The argument has plausibility only because of Balano's belief that knowledge of jurisdictional elements in the indictment must be proven. The new evidence did considerably strengthen the government's position on these issues. However, as we noted in part III, supra, the government was not required to prove the surplusage of the indictment. Because there was other evidence sufficient to support a conviction, the district judge did not abuse his discretion in denying the motion, and the double jeopardy issue is not reached.

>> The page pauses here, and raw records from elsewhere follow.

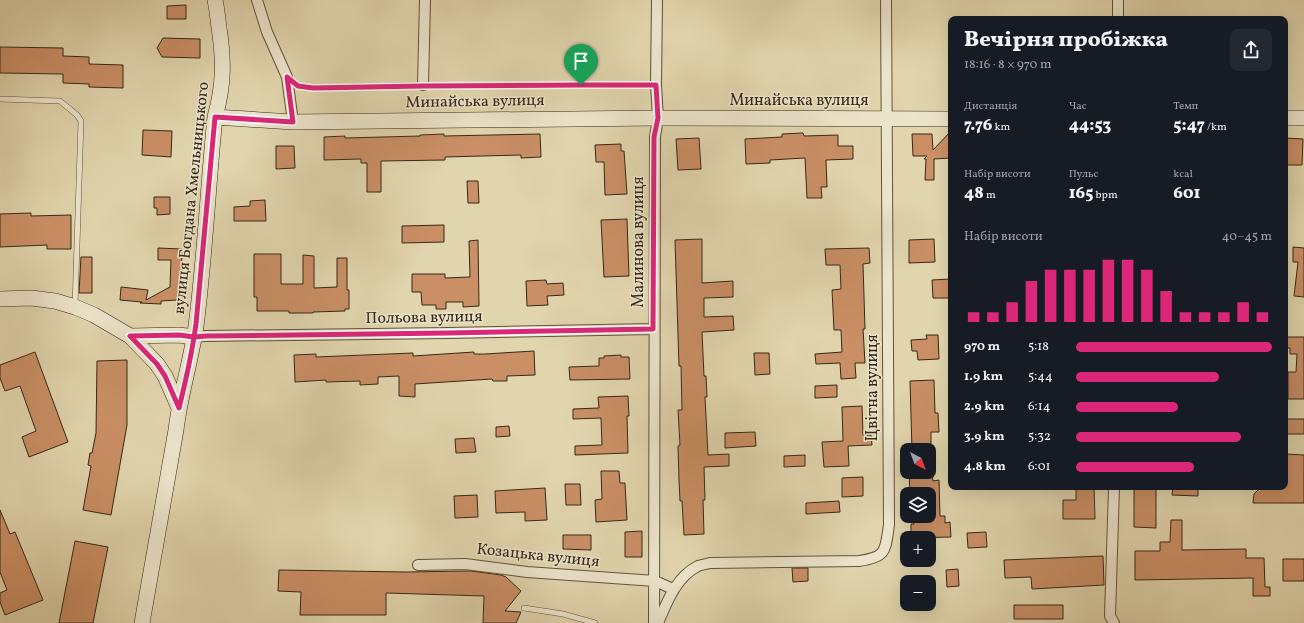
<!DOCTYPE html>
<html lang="uk">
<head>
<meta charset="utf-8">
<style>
	:root { --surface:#171b24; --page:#242831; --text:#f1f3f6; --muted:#9ea1a6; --accent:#db2777 }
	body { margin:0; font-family:Vollkorn,serif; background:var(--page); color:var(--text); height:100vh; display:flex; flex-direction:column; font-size:15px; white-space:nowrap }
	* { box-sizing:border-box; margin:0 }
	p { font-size:13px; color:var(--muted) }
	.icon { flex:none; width:22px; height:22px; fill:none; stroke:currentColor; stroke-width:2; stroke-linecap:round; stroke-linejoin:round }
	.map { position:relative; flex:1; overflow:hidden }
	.details { position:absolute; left:948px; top:16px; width:340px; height:474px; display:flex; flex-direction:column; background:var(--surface); border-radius:8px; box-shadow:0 4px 16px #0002 }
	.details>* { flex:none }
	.needle { width:26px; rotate:139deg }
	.controls { position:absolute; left:900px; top:443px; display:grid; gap:8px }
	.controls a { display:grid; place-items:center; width:36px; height:36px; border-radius:8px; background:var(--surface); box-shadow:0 4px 16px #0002; font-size:20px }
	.pin { position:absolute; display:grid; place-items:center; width:34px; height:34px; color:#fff; margin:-41px -17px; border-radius:50% 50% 50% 0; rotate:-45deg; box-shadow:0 0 4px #0007 }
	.pin .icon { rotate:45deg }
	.round { display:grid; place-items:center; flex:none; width:42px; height:42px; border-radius:8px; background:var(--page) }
	.summary { display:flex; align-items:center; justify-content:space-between; height:68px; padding:0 16px }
	h1 { font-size:22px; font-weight:800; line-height:30px }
	.figures { display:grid; grid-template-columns:repeat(3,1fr); gap:6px; height:68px; padding:4px 16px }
	.figures div { display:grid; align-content:center }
	.figures b { font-size:17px; font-weight:800 }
	.figures small { font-size:11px; font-weight:400 }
	.figures p { font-size:11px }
	.chart { height:112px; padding:8px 16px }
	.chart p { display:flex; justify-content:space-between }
	.chart svg { width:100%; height:72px; margin-top:4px; stroke:var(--accent); stroke-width:6 }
	ul { padding:0 16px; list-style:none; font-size:13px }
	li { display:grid; grid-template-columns:64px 48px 1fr; align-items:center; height:30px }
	li i { height:10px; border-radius:5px; background:var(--accent) }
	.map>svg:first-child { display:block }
</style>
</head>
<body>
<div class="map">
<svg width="1304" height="623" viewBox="0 0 1304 623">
	<rect width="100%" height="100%" fill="#e1d5ad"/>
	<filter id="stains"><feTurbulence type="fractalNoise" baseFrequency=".005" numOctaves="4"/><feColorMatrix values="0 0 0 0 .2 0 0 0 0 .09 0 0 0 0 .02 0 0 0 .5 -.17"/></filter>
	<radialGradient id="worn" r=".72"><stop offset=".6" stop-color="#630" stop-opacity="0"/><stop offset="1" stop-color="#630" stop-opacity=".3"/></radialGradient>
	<path fill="#ca8f65" stroke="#362818" d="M 186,5 L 186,19 L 167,19 L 167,6 Z
		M 163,38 L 200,39 L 200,58 L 162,57 L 157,48 Z
		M 0,47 L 63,48 L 63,56 L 89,57 L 89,64 L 123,65 L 123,88 L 89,87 L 89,84 L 63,83 L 63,74 L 0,73 Z
		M 143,130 L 172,131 L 171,157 L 142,155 Z
		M 951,131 L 951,158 L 934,159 L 934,180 L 925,180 L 926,159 L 924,159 L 927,156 L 913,156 L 912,134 L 932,134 L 933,150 Z
		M 803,133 L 804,136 L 838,135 L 838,146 L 853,146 L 853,159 L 826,160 L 827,187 L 821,187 L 822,198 L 807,198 L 805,158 L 770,160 L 770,163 L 746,164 L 745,139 L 782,137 L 782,134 Z
		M 444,134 L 444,136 L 540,134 L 541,157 L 521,158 L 521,155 L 445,157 L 445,160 L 381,161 L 381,192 L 367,192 L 367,163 L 361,163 L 361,159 L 324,160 L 324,137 L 345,136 L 345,138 L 420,136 L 420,135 Z
		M 699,138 L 701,169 L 678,170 L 676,139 Z
		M 1285,138 L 1303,139 L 1302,165 L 1285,165 Z
		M 621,144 L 621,151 L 624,151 L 627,194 L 605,195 L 604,162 L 596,162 L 595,145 Z
		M 276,146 L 294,146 L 295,168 L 276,169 Z
		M 467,181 L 478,181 L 479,203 L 468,203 Z
		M 154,197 L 170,197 L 170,214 L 157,215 L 157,208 L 154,208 Z
		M 265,200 L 266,221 L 234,221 L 234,207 L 250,206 L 250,201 Z
		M 31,213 L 31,216 L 71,215 L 71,249 L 47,249 L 47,245 L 0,247 L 0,214 Z
		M 627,219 L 629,276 L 604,277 L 601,220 Z
		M 444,225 L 444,242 L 402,243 L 402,226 Z
		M 702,239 L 702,283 L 733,281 L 733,297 L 704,298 L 704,317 L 733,316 L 734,330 L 702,332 L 704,376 L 706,376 L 707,397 L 705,397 L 708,455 L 729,454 L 729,466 L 704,467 L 705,500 L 703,500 L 704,534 L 684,535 L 682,501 L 680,501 L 679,480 L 678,446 L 680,445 L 678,410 L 682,410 L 681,366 L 679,366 L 675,240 Z
		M 934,239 L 935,262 L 909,263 L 909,240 Z
		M 478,240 L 479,306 L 463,307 L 463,302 L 446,302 L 446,309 L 436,309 L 436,305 L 422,305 L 421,292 L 412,292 L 412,274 L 445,274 L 445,278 L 470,277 L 469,241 Z
		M 1293,247 L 1304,248 L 1304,297 L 1294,296 L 1298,262 L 1293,262 Z
		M 158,248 L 182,249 L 181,295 L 177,300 L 161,301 L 161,304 L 140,303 L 142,302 L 120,300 L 121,287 L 148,290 L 146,300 L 170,287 L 171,260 L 158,260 Z
		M 869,248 L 870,263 L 863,264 L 865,329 L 863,329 L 865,363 L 855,363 L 856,378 L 841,379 L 840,363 L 816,364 L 815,354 L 842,352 L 841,330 L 834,330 L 832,290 L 841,289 L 840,265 L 826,265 L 825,249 Z
		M 254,254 L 281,254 L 281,284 L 303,284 L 303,255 L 314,256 L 314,288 L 337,287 L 337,258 L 347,258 L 347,290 L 349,290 L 349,309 L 345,309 L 345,311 L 313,312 L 313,313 L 289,313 L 289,311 L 257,311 L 257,297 L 254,297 Z
		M 81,257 L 92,257 L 92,293 L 79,293 Z
		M 951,279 L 951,298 L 933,298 L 932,280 Z
		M 546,280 L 547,284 L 563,283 L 564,295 L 547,296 L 548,305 L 527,306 L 526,281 Z
		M 926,335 L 938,335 L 939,359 L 918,360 L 917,351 L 912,351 L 911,340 L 927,339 Z
		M 1285,337 L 1304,337 L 1304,399 L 1288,399 L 1288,372 L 1296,372 L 1297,354 L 1290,354 L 1290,348 L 1285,348 Z
		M 534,351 L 535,375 L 507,376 L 507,381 L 493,381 L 492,379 L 415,384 L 415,397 L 399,396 L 399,376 L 378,377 L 378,384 L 360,385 L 360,381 L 326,382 L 326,380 L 295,382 L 294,355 L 316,354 L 316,357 L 413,353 L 413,356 L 474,352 L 474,354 L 485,354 Z
		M 35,352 L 68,442 L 29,457 L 22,437 L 36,431 L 20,386 L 5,391 L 0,378 L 0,365 Z
		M 754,353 L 769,353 L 770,374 L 755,375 Z
		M 621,355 L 621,357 L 629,357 L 630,379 L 570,380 L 569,367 L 599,366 L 599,358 L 604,358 L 604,356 Z
		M 127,360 L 127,425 L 111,515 L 83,510 L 91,466 L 88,465 L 90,453 L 92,453 L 96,433 L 97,361 Z
		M 934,380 L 935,413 L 938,413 L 939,432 L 931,432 L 931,450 L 912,450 L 910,381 Z
		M 837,385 L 837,397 L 815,398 L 815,386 Z
		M 628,396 L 629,416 L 627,416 L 628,453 L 575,455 L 575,446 L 602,445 L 601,418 L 573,419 L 573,409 L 599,408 L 598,397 Z
		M 862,406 L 863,435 L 871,435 L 872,445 L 848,446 L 849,466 L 824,467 L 822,442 L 843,441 L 842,407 Z
		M 1285,419 L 1304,419 L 1304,434 L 1285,434 Z
		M 509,426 L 510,436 L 496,437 L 496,427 Z
		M 755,432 L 756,446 L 725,448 L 725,433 Z
		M 474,438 L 476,452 L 456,453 L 455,439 Z
		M 1285,454 L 1304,455 L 1304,503 L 1253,503 L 1254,494 L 1260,488 L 1285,487 Z
		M 805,455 L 805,466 L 784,467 L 784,456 Z
		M 601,471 L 619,471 L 620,483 L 625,483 L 627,520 L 596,522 L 595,500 L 602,499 Z
		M 909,472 L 932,472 L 933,481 L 939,480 L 940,516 L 945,516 L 945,523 L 950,522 L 951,537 L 911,538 L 911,524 L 914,524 L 914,518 L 929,516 L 929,494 L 910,494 Z
		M 863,477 L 863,496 L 842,497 L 842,478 Z
		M 565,484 L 580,484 L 581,505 L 566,505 Z
		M 1076,487 L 1094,487 L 1095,519 L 1063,519 L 1063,500 L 1076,500 Z
		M 1134,487 L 1156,487 L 1156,528 L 1134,527 Z
		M 1173,487 L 1198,487 L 1198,496 L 1172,495 Z
		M 545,488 L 547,520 L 525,521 L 525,512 L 496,513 L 495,491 Z
		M 477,495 L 478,517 L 455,518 L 454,496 Z
		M 839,501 L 840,512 L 806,514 L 806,503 Z
		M 0,510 L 10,534 L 15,532 L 43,600 L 5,615 L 0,602 L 0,593 L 7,590 L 0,572 Z
		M 1171,520 L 1182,520 L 1182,550 L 1246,549 L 1246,558 L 1264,558 L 1265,587 L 1270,587 L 1270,596 L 1253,596 L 1253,578 L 1135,580 L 1135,551 L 1160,551 L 1160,542 L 1170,542 Z
		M 642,531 L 642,557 L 625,557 L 625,532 Z
		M 986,532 L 987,547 L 968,548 L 967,533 Z
		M 563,535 L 591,535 L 591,550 L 563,549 Z
		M 75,541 L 108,547 L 93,623 L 59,623 Z
		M 1103,556 L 1104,585 L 1032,589 L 1031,577 L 1005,578 L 1004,560 Z
		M 1283,559 L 1304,559 L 1304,581 L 1283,581 Z
		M 792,568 L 808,568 L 808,581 L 793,582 Z
		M 958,569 L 959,586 L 947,587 L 946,570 Z
		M 279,570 L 406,572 L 471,571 L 501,575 L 506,577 L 521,591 L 505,611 L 521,612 L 516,623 L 483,623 L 484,596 L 386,593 L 386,615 L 300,615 L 301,592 L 278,591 Z
		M 1014,605 L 1063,605 L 1063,619 L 1014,619 Z"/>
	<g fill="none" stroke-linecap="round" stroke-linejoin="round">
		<g stroke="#61533d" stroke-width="6">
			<path id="lane" d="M 288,78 L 298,86 L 313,88 L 423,85 L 656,85
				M 0,99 L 60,101 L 77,115 L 81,121 L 75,306
				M 524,608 L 563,614 L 595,623"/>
		</g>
		<g stroke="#61533d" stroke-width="12">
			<path id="street" d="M 257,0 L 267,32 L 287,77 L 293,122
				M 1118,19 L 1118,0
				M 423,85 L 425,0
				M 194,337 L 205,336 L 448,333 L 653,329
				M 418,565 L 465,564 L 527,572 L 655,581 L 673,589
				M 654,623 L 655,137 L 658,118 L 656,85 L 657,0
				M 658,623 C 667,602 676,577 698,566 C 701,565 706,564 710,563 L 859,561 C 887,557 885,551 889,525 L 886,0
				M 1114,623 L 1110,616 L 1114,487"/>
		</g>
		<g stroke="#362818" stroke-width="16">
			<path id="secondary" d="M 215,117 L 293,122 L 658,118 L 951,119
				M 1285,118 L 1304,118
				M 0,299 L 31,298 L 55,301 L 75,307 L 94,315 L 130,336 L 157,364 L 165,376 L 179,408
				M 130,336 L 179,335 L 194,337
				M 142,623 L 176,430 C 180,395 191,361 196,326 C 205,256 208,186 215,117 C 224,85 224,60 219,28 C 218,19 217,9 215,0"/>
		</g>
		<use href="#lane" stroke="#ece4ca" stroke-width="5"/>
		<use href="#street" stroke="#ece4ca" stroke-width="10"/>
		<use href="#secondary" stroke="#ece4ca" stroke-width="15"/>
	</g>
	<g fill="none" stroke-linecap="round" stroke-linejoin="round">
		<g stroke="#fff" stroke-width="8">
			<path id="route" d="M 581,85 L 423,86 L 313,88 L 298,86 L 287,77 L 293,122 L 215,117 L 196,324 C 192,353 186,380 179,408 L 165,376 L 157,364 L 130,336 L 179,335 L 194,337 L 206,336 L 448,333 L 653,329 L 654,137 L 658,118 L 656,85 L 581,85"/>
		</g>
		<use href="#route" stroke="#db2777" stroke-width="5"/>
	</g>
	<g text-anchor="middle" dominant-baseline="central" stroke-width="3" stroke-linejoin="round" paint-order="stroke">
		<g font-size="16" fill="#362818" stroke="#ece4ca">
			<text x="799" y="101">Минайська вулиця</text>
			<text transform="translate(475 102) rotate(-1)">Минайська вулиця</text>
			<text transform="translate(192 198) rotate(-84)">вулиця Богдана Хмельницького</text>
			<text transform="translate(639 242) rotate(-90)">Малинова вулиця</text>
			<text transform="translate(424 318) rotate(-1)">Польова вулиця</text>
			<text transform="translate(873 388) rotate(-90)">Цвітна вулиця</text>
			<text transform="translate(538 556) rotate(6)">Козацька вулиця</text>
		</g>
	</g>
	<rect width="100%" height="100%" filter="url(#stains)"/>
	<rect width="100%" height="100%" fill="url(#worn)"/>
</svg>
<div class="controls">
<a><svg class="needle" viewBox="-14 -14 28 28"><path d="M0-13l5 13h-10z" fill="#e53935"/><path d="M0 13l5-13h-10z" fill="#9ea1a6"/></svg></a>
<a><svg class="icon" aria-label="layers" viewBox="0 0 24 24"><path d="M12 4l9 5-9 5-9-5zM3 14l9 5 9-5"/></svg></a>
<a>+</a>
<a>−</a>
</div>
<div class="pin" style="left:581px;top:85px;background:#1e9e55"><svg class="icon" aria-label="arrive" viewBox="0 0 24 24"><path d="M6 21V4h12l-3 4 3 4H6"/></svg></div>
<section class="details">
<div class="summary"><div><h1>Вечірня пробіжка</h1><p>18:16 · 8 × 970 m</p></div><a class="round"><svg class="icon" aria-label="share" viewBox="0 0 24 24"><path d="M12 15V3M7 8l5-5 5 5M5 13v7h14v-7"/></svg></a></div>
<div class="figures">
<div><p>Дистанція</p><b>7.76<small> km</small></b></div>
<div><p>Час</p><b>44:53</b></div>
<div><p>Темп</p><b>5:47<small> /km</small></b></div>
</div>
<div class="figures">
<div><p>Набір висоти</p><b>48<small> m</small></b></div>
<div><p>Пульс</p><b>165<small> bpm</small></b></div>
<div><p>kcal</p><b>601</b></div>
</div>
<div class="chart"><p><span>Набір висоти</span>40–45 m</p>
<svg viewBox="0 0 160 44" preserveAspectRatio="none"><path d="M5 44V38M15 44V38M25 44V32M35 44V19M45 44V12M55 44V12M65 44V12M75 44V6M85 44V6M95 44V12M105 44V25M115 44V38M125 44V38M135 44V38M145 44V32M155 44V38"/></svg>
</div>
<ul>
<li><b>970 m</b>5:18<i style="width:100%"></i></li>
<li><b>1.9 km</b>5:44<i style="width:73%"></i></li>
<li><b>2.9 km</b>6:14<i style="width:52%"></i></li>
<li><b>3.9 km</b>5:32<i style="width:84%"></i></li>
<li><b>4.8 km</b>6:01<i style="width:60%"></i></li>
</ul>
</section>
</div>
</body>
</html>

Based on his lengthy legal experience, the district judge expressed "grave doubts" that Johnston's testimony alone would in fact convince a jury. He correctly decided, however, that he should not invade the jury's fact-finding realm because a jury could convict on the basis of Johnston's testimony. Record, vol. 1, at 33.
Finally, Balano argues that the indictment did not state a public offense because it did not sufficiently plead the existence of an underlying offense against the United States. The alleged deficiency lies in the failure of the indictment to allege affirmatively that the underlying crime was not barred by the statute of limitations. Furthermore, since an accessory after the fact violation presupposes the completion of an underlying crime, Balano argues that the date of that crime must be pleaded in order to show the proper ordering of events. We find these arguments to be without merit.
The statute in question, 18 U.S.C. § 3 (1976), does require an underlying federal crime. By its terms, however, it does not require that the date of that crime be pleaded. Indeed, since the acts of an accessory occur after the fact, it is conceivable that the limitation period for an underlying crime could run while the accessory offense remains prosecutable. We believe that the accessory statute requires only the commission of an offense against the United States, not that the offense be prosecutable or actually prosecuted. Furthermore, the indictment clearly required proof that Balano knew of the underlying offense. For the government to provide that proof, as it did, the underlying offense must have been completed. No greater showing of proper ordering was necessary.
Balano incorrectly relies on United States v. Gammill, 421 F.2d 185 (10th Cir. 1970), in which the year of the offense was omitted from the indictment. The indictment therefore did not charge criminal conduct committed within the applicable limitation period. Id. at 186. No such problem exists in the instant case.
We concur in everything stated in the opinion in this case except the discussion of the confrontation clause rights in Part II.A. of Judge McKay's opinion. We neither agree nor disagree with the discussion of those confrontation clause rights and United States v. West, 574 F.2d 1131 (4th Cir. 1978). We do not have to reach the point discussed there because if Balano had such rights they were waived, as the trial judge found and as this opinion affirms. We would prefer to wait until we have a case which requires a decision on that issue.